This week-of-unix-tools is intended to be a high concentration of
information with little fluff. I'll be covering only GNU versions of the
tools, for the sake of choosing only one version for sanity sake.
Data comes from lots of places. Loosely categorizing, they come from 3 places:
- Files and devices
- Output of other tools
- The network (via other tools)
Cat means 'concatonate'. It is mostly useful for doing a few things:
- Cat lots of files together; eg 'cat *.c' for processing by
another tool, or generally glueing data sets (from files) together.
- Make a shell script more readable by making the input more obvious
Netcat. Basically gives you the ability to talk tcp and udp from the
shell. You can send data using standard input, and receive data from
standard output. Simple.
- tcp client (connect to google.com port 80)
- nc google.com 80
- tcp server (listen on port 8080)
- nc -l 8080
- udp client (connect to ns1.slashdot.org port 53)
- nc -u ns1.slashdot.org 53
- udp server (listen on port 5353)
- nc -l -u 5353
Examples:
- Basic HTTP request
% echo "GET / HTTP/1.0\n" | nc google.com 80 | head -1
HTTP/1.0 200 OK
openssl is a command that any unix-like system will probably have
installed.
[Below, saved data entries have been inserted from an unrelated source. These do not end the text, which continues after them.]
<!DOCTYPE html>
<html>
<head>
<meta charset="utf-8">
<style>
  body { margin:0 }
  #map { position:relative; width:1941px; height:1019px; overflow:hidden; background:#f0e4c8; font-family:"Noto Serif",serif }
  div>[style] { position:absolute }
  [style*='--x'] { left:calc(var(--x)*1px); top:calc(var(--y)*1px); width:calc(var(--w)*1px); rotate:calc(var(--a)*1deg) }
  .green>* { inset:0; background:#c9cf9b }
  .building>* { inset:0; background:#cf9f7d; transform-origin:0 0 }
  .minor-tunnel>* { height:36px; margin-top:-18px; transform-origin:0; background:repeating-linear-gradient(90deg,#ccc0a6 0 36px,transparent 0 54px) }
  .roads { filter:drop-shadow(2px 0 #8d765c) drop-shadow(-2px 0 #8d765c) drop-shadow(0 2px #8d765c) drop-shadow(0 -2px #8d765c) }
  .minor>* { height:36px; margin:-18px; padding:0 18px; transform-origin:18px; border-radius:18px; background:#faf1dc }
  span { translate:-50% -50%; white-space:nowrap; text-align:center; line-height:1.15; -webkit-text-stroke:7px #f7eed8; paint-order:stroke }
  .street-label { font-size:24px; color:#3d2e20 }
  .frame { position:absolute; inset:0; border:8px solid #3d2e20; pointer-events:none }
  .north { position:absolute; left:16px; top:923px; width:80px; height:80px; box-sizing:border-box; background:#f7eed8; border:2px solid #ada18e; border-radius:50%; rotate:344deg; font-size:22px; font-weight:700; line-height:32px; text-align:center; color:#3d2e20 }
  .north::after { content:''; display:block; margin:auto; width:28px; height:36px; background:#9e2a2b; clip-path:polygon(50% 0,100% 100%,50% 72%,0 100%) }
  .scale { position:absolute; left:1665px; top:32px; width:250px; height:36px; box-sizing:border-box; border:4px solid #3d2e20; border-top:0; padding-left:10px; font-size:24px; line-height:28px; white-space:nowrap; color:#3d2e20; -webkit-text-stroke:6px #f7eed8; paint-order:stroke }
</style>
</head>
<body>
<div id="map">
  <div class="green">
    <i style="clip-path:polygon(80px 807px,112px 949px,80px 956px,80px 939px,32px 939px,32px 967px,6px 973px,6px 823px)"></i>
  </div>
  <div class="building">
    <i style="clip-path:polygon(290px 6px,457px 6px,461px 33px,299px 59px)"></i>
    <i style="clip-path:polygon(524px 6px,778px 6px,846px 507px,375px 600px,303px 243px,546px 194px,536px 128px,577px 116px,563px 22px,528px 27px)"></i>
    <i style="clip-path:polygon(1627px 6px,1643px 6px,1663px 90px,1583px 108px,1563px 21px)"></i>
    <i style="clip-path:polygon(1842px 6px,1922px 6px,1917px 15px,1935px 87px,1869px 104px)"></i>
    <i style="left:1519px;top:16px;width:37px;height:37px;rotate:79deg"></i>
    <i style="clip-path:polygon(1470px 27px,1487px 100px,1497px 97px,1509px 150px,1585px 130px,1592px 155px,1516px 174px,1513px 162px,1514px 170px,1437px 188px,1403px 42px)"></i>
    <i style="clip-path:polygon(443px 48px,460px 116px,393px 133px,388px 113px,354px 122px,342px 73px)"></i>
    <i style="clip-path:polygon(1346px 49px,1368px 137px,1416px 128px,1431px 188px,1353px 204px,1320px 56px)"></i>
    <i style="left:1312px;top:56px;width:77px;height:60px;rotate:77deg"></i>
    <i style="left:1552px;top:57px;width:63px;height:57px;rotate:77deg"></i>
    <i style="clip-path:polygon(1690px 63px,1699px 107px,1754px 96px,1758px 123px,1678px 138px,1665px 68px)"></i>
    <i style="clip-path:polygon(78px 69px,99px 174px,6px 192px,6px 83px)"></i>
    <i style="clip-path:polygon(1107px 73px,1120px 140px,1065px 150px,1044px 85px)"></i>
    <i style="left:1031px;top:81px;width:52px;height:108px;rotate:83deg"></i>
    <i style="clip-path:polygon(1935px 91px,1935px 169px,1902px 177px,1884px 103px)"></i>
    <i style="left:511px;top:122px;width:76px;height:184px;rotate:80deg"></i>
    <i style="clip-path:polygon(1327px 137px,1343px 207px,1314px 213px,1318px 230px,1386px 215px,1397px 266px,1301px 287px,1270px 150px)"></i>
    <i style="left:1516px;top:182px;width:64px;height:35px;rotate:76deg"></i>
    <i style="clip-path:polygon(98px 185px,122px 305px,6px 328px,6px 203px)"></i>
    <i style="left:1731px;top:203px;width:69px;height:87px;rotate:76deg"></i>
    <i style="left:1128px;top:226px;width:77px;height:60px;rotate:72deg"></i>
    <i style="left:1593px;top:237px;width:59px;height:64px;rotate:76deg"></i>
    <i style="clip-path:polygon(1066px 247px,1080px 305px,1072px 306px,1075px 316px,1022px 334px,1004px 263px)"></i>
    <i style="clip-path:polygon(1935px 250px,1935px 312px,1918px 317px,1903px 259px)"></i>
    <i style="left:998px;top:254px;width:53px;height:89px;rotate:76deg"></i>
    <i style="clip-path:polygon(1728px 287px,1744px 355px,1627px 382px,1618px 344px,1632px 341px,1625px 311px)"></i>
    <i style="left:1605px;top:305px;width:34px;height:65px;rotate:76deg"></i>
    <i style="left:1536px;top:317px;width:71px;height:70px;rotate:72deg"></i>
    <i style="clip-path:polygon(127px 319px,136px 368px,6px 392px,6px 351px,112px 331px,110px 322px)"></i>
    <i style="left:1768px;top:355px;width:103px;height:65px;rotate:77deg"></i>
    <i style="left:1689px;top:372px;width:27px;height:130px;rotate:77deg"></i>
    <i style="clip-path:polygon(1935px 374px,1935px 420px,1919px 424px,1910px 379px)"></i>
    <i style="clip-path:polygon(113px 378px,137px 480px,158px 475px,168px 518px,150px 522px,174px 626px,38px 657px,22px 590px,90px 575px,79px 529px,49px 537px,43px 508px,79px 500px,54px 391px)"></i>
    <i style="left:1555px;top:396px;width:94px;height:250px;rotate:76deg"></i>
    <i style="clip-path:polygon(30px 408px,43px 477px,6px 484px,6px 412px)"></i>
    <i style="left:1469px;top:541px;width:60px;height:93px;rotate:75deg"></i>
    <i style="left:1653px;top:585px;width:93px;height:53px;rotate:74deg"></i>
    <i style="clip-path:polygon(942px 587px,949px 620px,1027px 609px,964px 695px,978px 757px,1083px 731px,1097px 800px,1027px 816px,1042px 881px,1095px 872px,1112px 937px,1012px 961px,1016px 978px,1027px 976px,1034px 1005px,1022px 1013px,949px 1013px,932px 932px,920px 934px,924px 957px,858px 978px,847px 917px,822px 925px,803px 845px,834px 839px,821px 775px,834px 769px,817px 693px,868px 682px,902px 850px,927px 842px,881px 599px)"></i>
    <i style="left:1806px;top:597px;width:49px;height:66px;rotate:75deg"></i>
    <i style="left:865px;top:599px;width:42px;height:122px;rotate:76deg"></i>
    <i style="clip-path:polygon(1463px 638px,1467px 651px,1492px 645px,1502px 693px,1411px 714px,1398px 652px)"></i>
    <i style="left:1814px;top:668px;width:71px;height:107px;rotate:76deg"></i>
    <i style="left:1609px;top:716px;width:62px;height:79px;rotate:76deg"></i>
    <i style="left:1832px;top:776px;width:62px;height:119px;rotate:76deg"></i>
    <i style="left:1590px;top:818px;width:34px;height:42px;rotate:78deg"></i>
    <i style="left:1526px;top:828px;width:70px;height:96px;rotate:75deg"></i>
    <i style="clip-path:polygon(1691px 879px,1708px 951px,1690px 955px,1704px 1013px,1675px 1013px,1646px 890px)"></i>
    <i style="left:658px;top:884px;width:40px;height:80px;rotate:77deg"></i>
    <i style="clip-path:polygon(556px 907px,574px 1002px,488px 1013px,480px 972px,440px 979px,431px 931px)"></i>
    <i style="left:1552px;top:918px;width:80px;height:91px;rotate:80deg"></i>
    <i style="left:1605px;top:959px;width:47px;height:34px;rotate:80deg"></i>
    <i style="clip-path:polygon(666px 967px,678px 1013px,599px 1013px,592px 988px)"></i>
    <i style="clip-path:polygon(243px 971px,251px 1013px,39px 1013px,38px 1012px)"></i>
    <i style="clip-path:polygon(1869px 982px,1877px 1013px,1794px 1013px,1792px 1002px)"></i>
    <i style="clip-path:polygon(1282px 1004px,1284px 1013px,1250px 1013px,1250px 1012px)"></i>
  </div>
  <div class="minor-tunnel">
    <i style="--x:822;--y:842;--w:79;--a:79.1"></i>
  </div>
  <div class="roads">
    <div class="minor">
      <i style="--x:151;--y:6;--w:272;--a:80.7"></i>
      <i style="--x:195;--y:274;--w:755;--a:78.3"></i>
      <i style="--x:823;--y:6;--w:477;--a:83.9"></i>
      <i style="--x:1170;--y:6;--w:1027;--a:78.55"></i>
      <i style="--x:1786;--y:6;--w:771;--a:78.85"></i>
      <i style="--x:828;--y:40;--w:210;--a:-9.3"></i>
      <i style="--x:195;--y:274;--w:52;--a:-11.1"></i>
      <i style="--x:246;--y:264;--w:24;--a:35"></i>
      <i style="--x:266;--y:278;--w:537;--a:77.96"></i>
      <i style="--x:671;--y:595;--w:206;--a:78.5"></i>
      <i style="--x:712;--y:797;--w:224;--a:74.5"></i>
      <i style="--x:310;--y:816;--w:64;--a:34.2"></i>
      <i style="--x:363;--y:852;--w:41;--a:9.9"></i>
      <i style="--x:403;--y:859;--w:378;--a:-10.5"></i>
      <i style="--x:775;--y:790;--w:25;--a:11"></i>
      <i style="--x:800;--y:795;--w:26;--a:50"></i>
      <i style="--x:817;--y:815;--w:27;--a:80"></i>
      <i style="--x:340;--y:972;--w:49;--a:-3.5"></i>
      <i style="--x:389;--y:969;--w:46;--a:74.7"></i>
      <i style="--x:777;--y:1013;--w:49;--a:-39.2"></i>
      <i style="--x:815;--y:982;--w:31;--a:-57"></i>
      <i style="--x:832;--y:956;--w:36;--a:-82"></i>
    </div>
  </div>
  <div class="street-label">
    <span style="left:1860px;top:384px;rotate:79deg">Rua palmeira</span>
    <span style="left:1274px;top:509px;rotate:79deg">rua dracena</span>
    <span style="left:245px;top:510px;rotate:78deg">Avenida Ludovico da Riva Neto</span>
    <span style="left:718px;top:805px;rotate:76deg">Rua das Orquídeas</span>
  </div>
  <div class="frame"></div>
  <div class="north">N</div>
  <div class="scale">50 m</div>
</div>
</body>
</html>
The command itself can do many many things, but for this article
I'll only cover the s_client command.
'openssl s_client' is essentially 'netcat + ssl'. This tool is extremely
useful for debugging text-based protocols behind SSL such as ssl'd nntp,
imaps, and https.
Example:
- Open an https connection to addons.mozilla.org
-
% echo "GET / HTTP/1.0\r\n\r\n" \
| openssl s_client -quiet -connect addons.mozilla.org:443 \
| col \
| sed -e '/^$/q'
depth=3 /C=BE/O=GlobalSign nv-sa/OU=Root CA/CN=GlobalSign Root CA
verify error:num=19:self signed certificate in certificate chain
verify return:0
HTTP/1.1 302 Found
Date: Fri, 25 May 2007 10:07:25 GMT
Server: Apache/2.0.52 (Red Hat)
Location: http://www.mozilla.com/
Content-Length: 293
Keep-Alive: timeout=300, max=1000
Connection: Keep-Alive
Content-Type: text/html; charset=iso-8859-1
* The 'col' command will strip the \r (carriage return) characters
from the http response, allowing sed's /^$/ to match an empty line
(end of headers).
You can query webservers (http) with any number of tools and you'll get
the raw source or data for any page you query. This is really useful.
- GET, POST, lwp-request, et al. Comes with libwww-perl
- curl
- wget
- fetch (FreeBSD)
Most of the time I need to fetch pages to stdout, I use GET, becuase
it's less typing. Here's some examples of the above commands:
- Fetch / from www.w3schools.com and output page to stdout
- GET http://www.w3schools.com/
- wget -O - -q http://www.w3schools.com/
- fetch -o -q http://www.w3schools.com/
- curl http://www.w3schools.com/
But what if you don't want the raw html from a webpage? You can have
w3m and lynx do some basic rendering for you, also to stdout. I
recommend w3m instead of lynx, but use whatever.
- w3m -dump http://www.google.com/
- lynx -dump http://www.google.com/
w3m's output looks like
this.
ssh can be a data source too. Run a command on 1000 machines and process
the output locally, for fun and profit.
- Login to N systems and get uptime. Prefix output with the hostname
% echo "fury\ntempest" \
| xargs -n1 -i@ sh -c 'ssh @ "uptime" | sed -e "s/^/@/"'
fury 6:18am up 2:25, 1 user, load average: 0.06, 0.04, 0.04
tempest 06:18:00 up 9:01, 2 users, load average: 0.12, 0.09, 0.09
Combining xargs and ssh gives you a powerful ability to execute commands
on multiple machines easily, even in parallel.